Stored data
+ + +

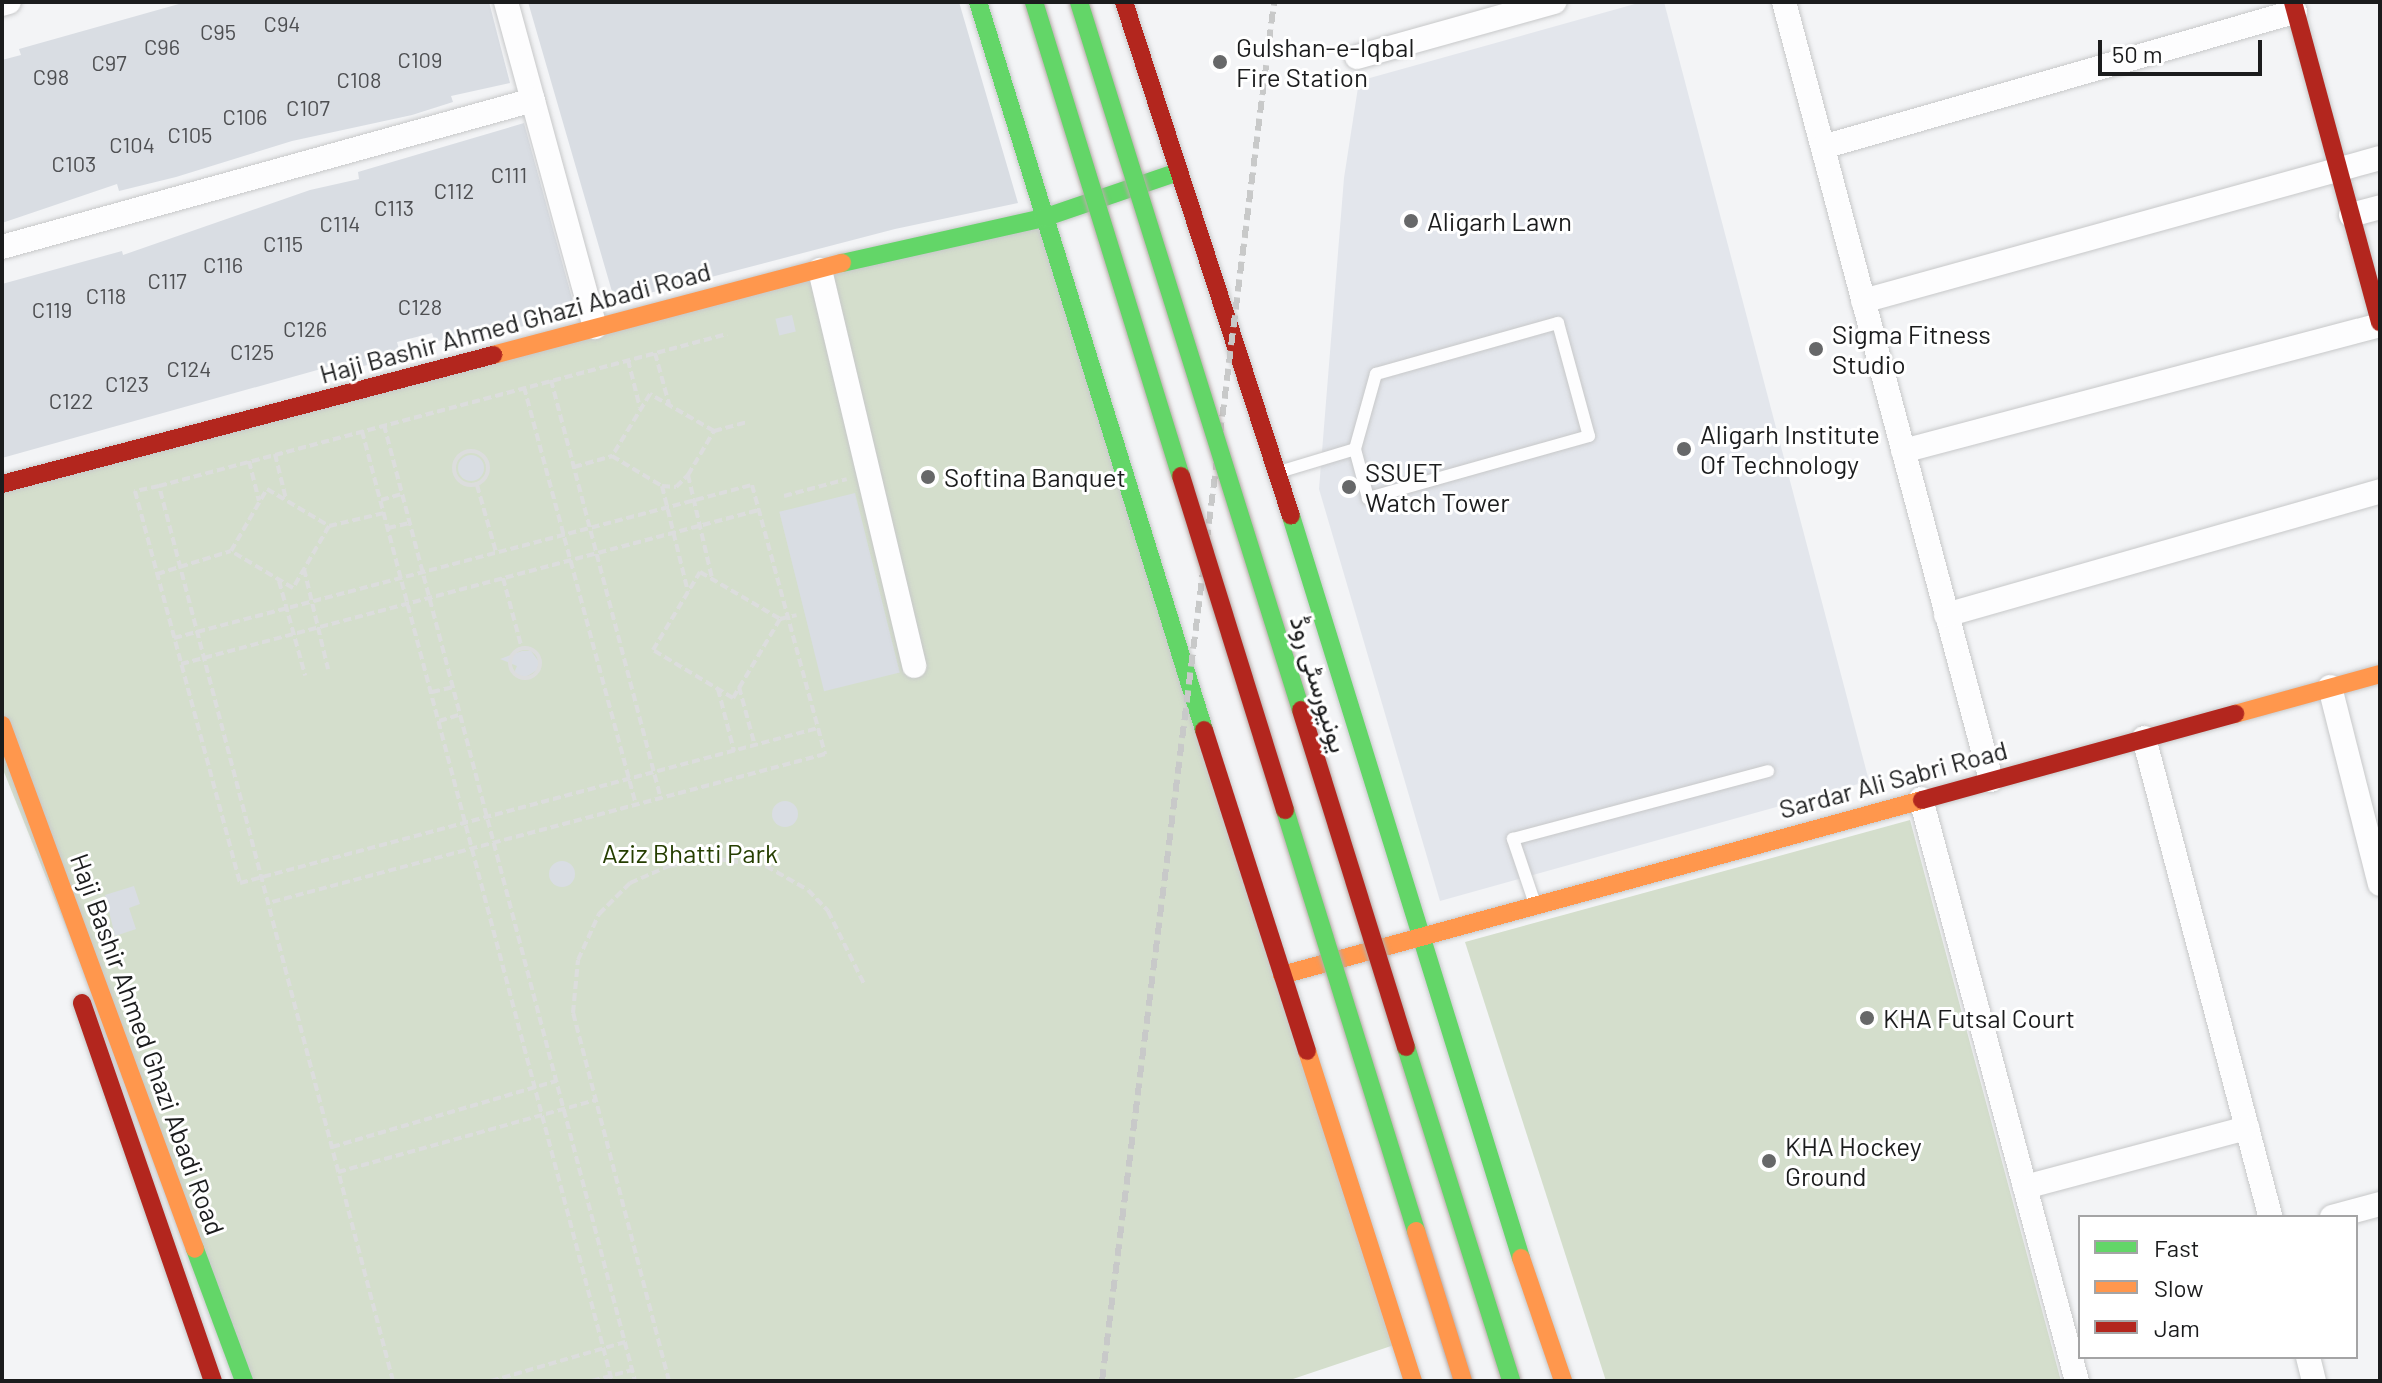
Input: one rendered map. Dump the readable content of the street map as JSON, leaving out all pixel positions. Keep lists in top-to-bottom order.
{
  "streets": {
    "street": ["Haji Bashir Ahmed Ghazi Abadi Road", "یونیورسٹی روڈ", "Sardar Ali Sabri Road"]
  },
  "parks": ["Aziz Bhatti Park"],
  "places": [
    "Gulshan-e-Iqbal Fire Station",
    "Aligarh Lawn",
    "Sigma Fitness Studio",
    "Aligarh Institute Of Technology",
    "Softina Banquet",
    "SSUET Watch Tower",
    "KHA Futsal Court",
    "KHA Hockey Ground"
  ],
  "house_numbers": [
    "C94",
    "C95",
    "C96",
    "C109",
    "C97",
    "C98",
    "C108",
    "C107",
    "C106",
    "C105",
    "C104",
    "C103",
    "C111",
    "C112",
    "C113",
    "C114",
    "C115",
    "C116",
    "C117",
    "C118",
    "C128",
    "C119",
    "C126",
    "C125",
    "C124",
    "C123",
    "C122"
  ],
  "legend": ["Fast", "Slow", "Jam"],
  "scale_bar": "50 m"
}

+ + +

ASSIGNMENT: An exact transcription of the data above is needed, without the pictures.

TASK ANSWER:
Input: one rendered map. Dump the readable content of the street map as JSON, leaving out all pixel positions. Keep lists in top-to-bottom order.
{
  "streets": {
    "street": ["Haji Bashir Ahmed Ghazi Abadi Road", "یونیورسٹی روڈ", "Sardar Ali Sabri Road"]
  },
  "parks": ["Aziz Bhatti Park"],
  "places": [
    "Gulshan-e-Iqbal Fire Station",
    "Aligarh Lawn",
    "Sigma Fitness Studio",
    "Aligarh Institute Of Technology",
    "Softina Banquet",
    "SSUET Watch Tower",
    "KHA Futsal Court",
    "KHA Hockey Ground"
  ],
  "house_numbers": [
    "C94",
    "C95",
    "C96",
    "C109",
    "C97",
    "C98",
    "C108",
    "C107",
    "C106",
    "C105",
    "C104",
    "C103",
    "C111",
    "C112",
    "C113",
    "C114",
    "C115",
    "C116",
    "C117",
    "C118",
    "C128",
    "C119",
    "C126",
    "C125",
    "C124",
    "C123",
    "C122"
  ],
  "legend": ["Fast", "Slow", "Jam"],
  "scale_bar": "50 m"
}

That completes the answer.